Sentiment Analysis is also useful for practitioners and researchers, especially in fields like sociology, marketing, advertising, psychology, economics, and political science, which rely a lot on human-computer interaction data.

Sentiment Analysis enables companies to make sense out of data by being able to automate this entire process! Thus they are able to elicit vital insights from a vast unstructured dataset without having to manually indulge with it.

# Why is Sentiment Analysis a Hard to perform Task?

Though it may seem easy on paper, Sentiment Analysis is actually a tricky subject. There are various reasons for that:

Understanding emotions through text are not always easy. Sometimes even humans can get misled, so expecting a 100% accuracy from a computer is like asking for the Moon!
A text may contain multiple sentiments all at once. For instance,
“The intent behind the movie was great, but it could have been better”.

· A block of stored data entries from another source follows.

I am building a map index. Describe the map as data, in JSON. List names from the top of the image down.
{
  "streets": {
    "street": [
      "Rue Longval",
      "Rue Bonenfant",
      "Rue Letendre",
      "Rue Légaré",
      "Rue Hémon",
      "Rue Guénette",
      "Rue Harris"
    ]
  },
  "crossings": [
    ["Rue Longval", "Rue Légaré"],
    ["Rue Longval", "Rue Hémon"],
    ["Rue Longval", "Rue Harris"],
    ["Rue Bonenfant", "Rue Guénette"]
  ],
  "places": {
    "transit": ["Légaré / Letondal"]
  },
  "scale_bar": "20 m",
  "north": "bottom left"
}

The above sentence consists of two polarities, i.e., Positive as well as Negative. So how do we conclude whether the review was Positive or Negative?

Computers aren’t too comfortable in comprehending Figurative Speech. Figurative language uses words in a way that deviates from their conventionally accepted definitions in order to convey a more complicated meaning or heightened effect. Use of similes, metaphors, hyperboles etc qualify for a figurative speech. Let us understand it better with an example.
“The best I can say about the movie is that it was interesting.”
Here, the word ’interesting’ does not necessarily convey positive sentiment and can be confusing for algorithms.

Heavy use of emoticons and slangs with sentiment values in social media texts like that of Twitter and Facebook also makes text analysis difficult. For example a “ :)” denotes a smiley and generally refers to positive sentiment while “:(” denotes a negative sentiment on the other hand. Also, acronyms like “LOL“, ”OMG” and commonly used slangs like “Nah”, “meh”, ”giggly” etc are also strong indicators of some sort of sentiment in a sentence.

# About TextBlob.
TextBlob is a python library and offers a simple API to access its methods and perform basic NLP tasks. 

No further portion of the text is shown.